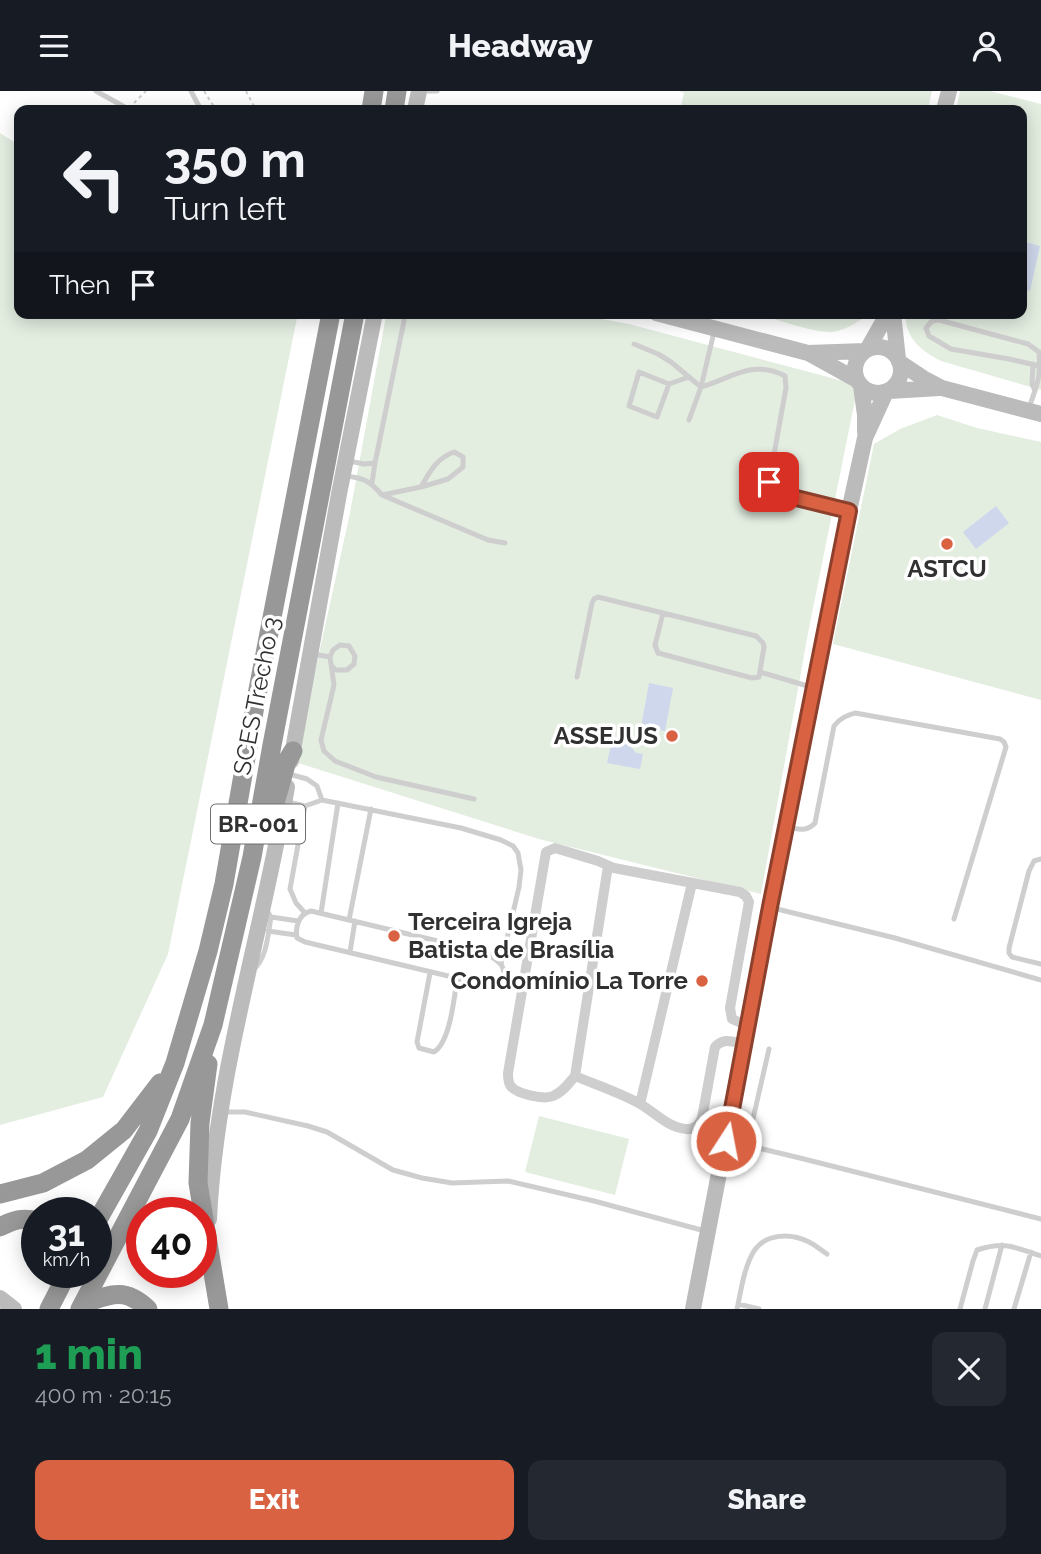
<!DOCTYPE html>
<meta charset="utf-8">
<style>
:root{--surface:#171b24;--page:#242831;--text:#f1f3f6;--muted:#9ea1a6;--accent:#d96242}
body{margin:0;font-family:Raleway,sans-serif;background:var(--page);color:var(--text);height:100vh;display:flex;flex-direction:column;font-size:26px;white-space:nowrap}
*{box-sizing:border-box;margin:0}
p{font-size:23px;color:var(--muted)}
.icon{flex:none;width:38px;height:38px;fill:none;stroke:currentColor;stroke-width:2;stroke-linecap:round;stroke-linejoin:round}
.map{position:relative;height:1218px;overflow:hidden}
.side{display:flex;flex-direction:column;background:var(--surface);flex:1}
.side>*{flex:none}
.hud{position:absolute;left:14px;top:14px;width:1013px;height:214px;border-radius:14px;box-shadow:0 4px 18px #0003;background:#171b24;color:var(--text);overflow:hidden}
.speed{position:absolute;left:21px;top:1106px;display:flex;gap:14px;font-size:35px;font-weight:700;text-align:center}
.speed>*{display:grid;place-content:center;width:91px;height:91px;border-radius:50%;background:var(--surface);box-shadow:0 4px 18px #0003;line-height:1}
.speed small{font-size:18px;font-weight:400}
.speed .limit{border:10px solid #d22;background:#fff;color:#111}
.pin{position:absolute;display:grid;place-items:center;width:60px;height:60px;color:#fff;margin:-30px;border-radius:14px;box-shadow:0 4px 10px #0006}
.me{position:absolute;width:77px;margin:-38px;rotate:11deg;stroke-linejoin:round;filter:drop-shadow(0 0 5px #0008)}
.turn{display:flex;align-items:center;gap:24px;height:147px;padding:0 35px;font-size:32px}
.turn .icon{width:91px;height:91px;stroke-width:2.5}
.turn b{display:block;font-size:49px;line-height:60px}
.then{display:flex;align-items:center;height:66px;padding:0 35px;background:#0003;gap:14px;font-size:26px}
.round{display:grid;place-items:center;flex:none;width:74px;height:74px;border-radius:14px;background:var(--page)}
.summary{display:flex;align-items:center;justify-content:space-between;height:119px;padding:0 35px}
h1{font-size:42px;font-weight:800;line-height:52px;color:#1e9e55}
.cta{display:flex;gap:14px;margin-top:auto;padding:14px 35px}
.cta a{flex:1;height:80px;border-radius:14px;background:var(--accent);color:#fff;font-size:28px;font-weight:800;line-height:80px;text-align:center}
.cta a+a{background:var(--page);color:var(--text)}
header{display:flex;justify-content:space-between;align-items:center;height:91px;padding:0 35px;background:var(--surface);font-size:32px;font-weight:800}
.map>svg:first-child{display:block}
.green{fill:#e3ede0}
.water{fill:#ced7eb}
.lines{fill:none;stroke-linecap:round;stroke-linejoin:round}
.path{stroke:#cecece;stroke-width:2;stroke-dasharray:3.5 3.5;stroke-linecap:butt}
.lane{stroke:#cecece;stroke-width:5}
.street{stroke:#cecece;stroke-width:10}
.secondary{stroke:#bbb;stroke-width:16}
.highway{stroke:#989898;stroke-width:19}
.route-casing{stroke:#8d402b;stroke-width:18}
.route{stroke:#d96242;stroke-width:12}
.poi-dot{fill:#d96242;stroke:#fff;stroke-width:2.5}
.labels{text-anchor:middle;stroke-width:7;stroke-linejoin:round;paint-order:stroke}
.shield{fill:#fff;stroke:#6f6f6f;stroke-width:2}
.shield-label{font-size:23px;font-weight:bold;fill:#313131}
.poi-label{font-size:24px;font-weight:bold;fill:#313131;stroke:#fff;text-anchor:end}
.street-label{font-size:24px;fill:#313131;stroke:#fff}
</style>
<header><svg class="icon" aria-label="menu" viewBox="0 0 24 24"><path d="M4 6h16M4 12h16M4 18h16"/></svg>Headway<svg class="icon" aria-label="person" viewBox="0 0 24 24"><circle cx="12" cy="8" r="4"/><path d="M4 21q1-7 8-7t8 7"/></svg></header>
<div class="map">
<svg width="1041" height="1218" viewBox="0 0 1041 1218">
<rect width="100%" height="100%" fill="#fff"/>
<path class="green" d="M 679,0 L 932,0 L 928,19 L 680,19 L 684,2 Z
M 960,0 L 990,0 L 1041,13 L 1041,299 L 941,270 C 920,259 906,248 905,222 L 1022,222 L 1022,19 L 956,19 Z
M 0,42 L 19,54 L 19,222 L 298,222 L 168,863 L 103,1006 L 0,1034 Z
M 388,222 L 570,222 L 629,233 L 858,294 L 808,542 L 761,803 L 539,748 L 295,671 L 350,422 L 386,225 Z
M 755,222 L 871,222 C 859,230 845,240 831,241 C 809,241 776,228 755,222 Z
M 937,324 L 977,337 L 1041,351 L 1041,609 L 833,553 L 874,353 L 900,338 Z
M 539,1025 L 629,1048 L 615,1104 L 525,1081 Z"/>
<path class="water" d="M 1022,150 L 1040,155 L 1030,200 L 1022,198 Z
M 996,415 L 1009,432 L 976,458 L 963,441 Z
M 649,592 L 673,597 L 665,640 L 641,636 Z
M 612,649 L 628,652 L 636,662 L 643,663 L 640,678 L 607,672 Z"/>
<g class="lines">
<path class="path" d="M 204,0 L 216,19
M 246,0 L 256,19
M 134,12 L 146,0"/>
<path class="lane" d="M 96,0 L 130,19
M 191,0 L 201,19
M 427,0 L 437,0
M 634,253 L 658,263 L 671,271 L 701,296 C 732,287 753,268 785,285 L 786,297 L 769,391 L 776,403 L 848,420
M 1033,273 L 1032,293 L 1035,300
M 669,293 L 657,326 L 629,315 L 639,281 L 669,293 L 689,286
M 1029,317 C 1037,293 1041,288 1039,261 L 1028,253 L 939,229 L 932,230 L 926,237 L 929,245 L 951,258 L 1009,268 L 1040,275
M 689,329 L 701,296 L 714,241
M 349,370 L 364,373 L 375,372 L 405,225
M 346,385 C 364,387 370,390 382,404 L 488,449 L 505,452
M 372,392 L 375,372
M 382,404 L 421,396 L 448,388 L 463,376 L 463,366 L 454,361 C 437,367 430,380 421,396
M 313,563 L 330,566 L 334,594 L 321,649 L 324,660 L 335,670 L 376,686 L 474,708
M 330,566 L 333,559 L 340,554 L 349,555 L 355,565 L 354,573 L 347,579 L 336,579 L 332,575
M 760,581 L 811,596
M 577,586 L 592,512 L 594,508 L 598,506 L 756,545 L 763,552 L 764,556 L 759,586 L 752,587 L 658,562 L 655,554 L 663,522
M 289,683 L 307,688 L 317,695 L 322,709 L 461,737 L 501,749 L 513,755 L 518,762 L 521,779 L 519,796 L 501,873
M 288,711 L 305,715 L 322,709
M 305,715 L 290,798 L 296,812 L 305,822
M 789,737 C 799,738 807,741 815,732 L 834,635 C 840,627 846,625 855,622 L 1000,648 L 1004,651 L 1006,656 L 954,828
M 1041,768 L 1034,770 L 1029,780 L 1009,857 L 1009,862 L 1012,866 L 1041,873
M 773,817 L 895,847 L 1041,889
M 311,820 L 484,861 C 497,869 511,876 499,891 L 482,893 L 305,851 L 297,847 C 295,835 299,823 311,820 Z
M 321,822 L 338,712
M 271,826 L 298,830
M 349,829 L 371,718
M 268,840 L 296,844
M 350,861 L 355,830
M 254,878 C 267,867 268,842 271,826 L 267,820
M 430,882 L 417,951 L 419,957 L 434,961 C 450,951 454,908 457,889
M 224,1021 L 245,1021 L 308,1035 L 327,1041 L 393,1079 L 422,1087 L 452,1092 L 508,1090 L 594,1110 L 705,1140
M 729,1050 L 804,1068 L 1041,1128
M 747,1054 L 769,958
M 738,1213 L 759,1218
M 737,1218 C 741,1200 744,1176 754,1160 C 766,1142 791,1142 809,1151 C 815,1154 821,1159 827,1163
M 960,1218 L 973,1170 L 977,1159 C 1005,1150 1014,1156 1041,1165
M 985,1218 L 1002,1154
M 1014,1218 L 1031,1161"/>
<path class="street" d="M 608,775 L 575,985 C 569,992 562,1002 553,1005 C 544,1009 515,1003 510,994 C 508,990 508,987 508,982 L 546,761 L 555,757 L 598,770 L 614,777 L 740,801 L 746,805 L 749,811 L 730,917 L 732,928 L 748,935
M 575,985 C 594,993 624,1003 642,1014 C 655,1022 669,1037 686,1038 C 694,1039 699,1034 702,1027 L 715,956 C 724,946 733,951 744,953
M 640,1013 L 692,792"/>
<path class="secondary" d="M 415,19 L 419,0
M 944,19 L 949,0
M 656,222 L 808,262 L 865,260
M 893,222 L 898,268
M855 279a23 23 0 1 1 46 0a23 23 0 1 1-46 0Z
M 867,259 L 888,222
M 810,263 L 857,289
M 899,271 L 923,287 L 942,297 L 1041,323
M 861,295 L 865,324 L 865,341
M 889,300 L 940,297
M 291,670 L 339,403 L 375,222
M 209,1128 C 216,981 263,840 287,696
M 0,1207 L 14,1218
M 693,1218 L 770,816 L 849,420 L 865,347 L 886,301"/>
<path class="highway" d="M 371,19 L 374,0
M 394,19 L 397,0
M 268,737 L 287,670 L 293,660
M 208,973 L 200,1032 L 198,1092 L 219,1218
M 0,1103 L 43,1092 L 87,1069 L 124,1039 L 160,992
M 96,1132 L 148,1040 L 175,972 L 208,860 L 224,793 L 256,609 L 331,222
M 0,1136 C 13,1129 23,1126 37,1130
M 83,1213 C 111,1203 125,1196 148,1218
M 49,1218 L 68,1181
M 80,1218 L 180,1028 L 213,934 L 252,766 L 272,654 L 355,222"/>
</g>
<g class="lines">
<g class="route-casing">
<path id="route" d="M 726,1050 L 770,816 L 849,420 L 776,402 L 769,391"/>
</g>
<use href="#route" class="route"/>
</g>
<g class="poi-dot">
<circle cx="947" cy="453" r="7"/>
<circle cx="672" cy="645" r="7"/>
<circle cx="394" cy="845" r="7"/>
<circle cx="702" cy="890" r="7"/>
</g>
<g class="labels">
<rect class="shield" x="211" y="713.5" width="94" height="39" rx="5"/>
<g class="shield-label">
<text x="258" y="741">BR-001</text>
</g>
<g class="poi-label">
<text x="947" y="486" text-anchor="middle">ASTCU</text>
<text x="658" y="653">ASSEJUS</text>
<text x="408" y="839" text-anchor="start">Terceira Igreja<tspan x="408" dy="28">Batista de Brasília</tspan></text>
<text x="688" y="898">Condomínio La Torre</text>
</g>
<g class="street-label">
<text transform="translate(257 605) rotate(-79)" y="8">SCES Trecho 3</text>
</g>
</g>
</svg>
<div class="speed"><div>31<small>km/h</small></div><div class="limit">40</div></div>
<div class="pin" style="left:769px;top:391px;background:#d93025"><svg class="icon" aria-label="arrive" viewBox="0 0 24 24"><path d="M6 21V4h12l-3 4 3 4H6"/></svg></div>
<svg class="me" style="left:726px;top:1050px" viewBox="-20 -20 40 40"><circle r="17" fill="#d96242" stroke="#fff" stroke-width="3"/><path d="M0-11L8 9 0 5-8 9z" fill="#fff"/></svg>
<div class="hud">
<div class="turn"><svg class="icon" aria-label="left" viewBox="0 0 24 24"><path d="M17 20v-9H6M10 6l-5 5 5 5"/></svg><div><b>350 m</b>Turn left</div></div>
<div class="then">Then<svg class="icon" aria-label="arrive" viewBox="0 0 24 24"><path d="M6 21V4h12l-3 4 3 4H6"/></svg></div>
</div>
</div>
<section class="side">
<div class="summary"><div><h1>1 min</h1><p>400 m · 20:15</p></div><a class="round"><svg class="icon" aria-label="close" viewBox="0 0 24 24"><path d="M6 6l12 12M18 6L6 18"/></svg></a></div>
<div class="cta"><a>Exit</a><a>Share</a></div>
</section>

──────────

- **Exercise goal**: The line above containing "M 0,42 L 19,54", the line containing "M 649,592 L 673,597 L 665,640 L 641,636 Z", and every line between them are to be transcribed exactly; no other line is wanted.

- **Solution below**:
M 0,42 L 19,54 L 19,222 L 298,222 L 168,863 L 103,1006 L 0,1034 Z
M 388,222 L 570,222 L 629,233 L 858,294 L 808,542 L 761,803 L 539,748 L 295,671 L 350,422 L 386,225 Z
M 755,222 L 871,222 C 859,230 845,240 831,241 C 809,241 776,228 755,222 Z
M 937,324 L 977,337 L 1041,351 L 1041,609 L 833,553 L 874,353 L 900,338 Z
M 539,1025 L 629,1048 L 615,1104 L 525,1081 Z"/>
<path class="water" d="M 1022,150 L 1040,155 L 1030,200 L 1022,198 Z
M 996,415 L 1009,432 L 976,458 L 963,441 Z
M 649,592 L 673,597 L 665,640 L 641,636 Z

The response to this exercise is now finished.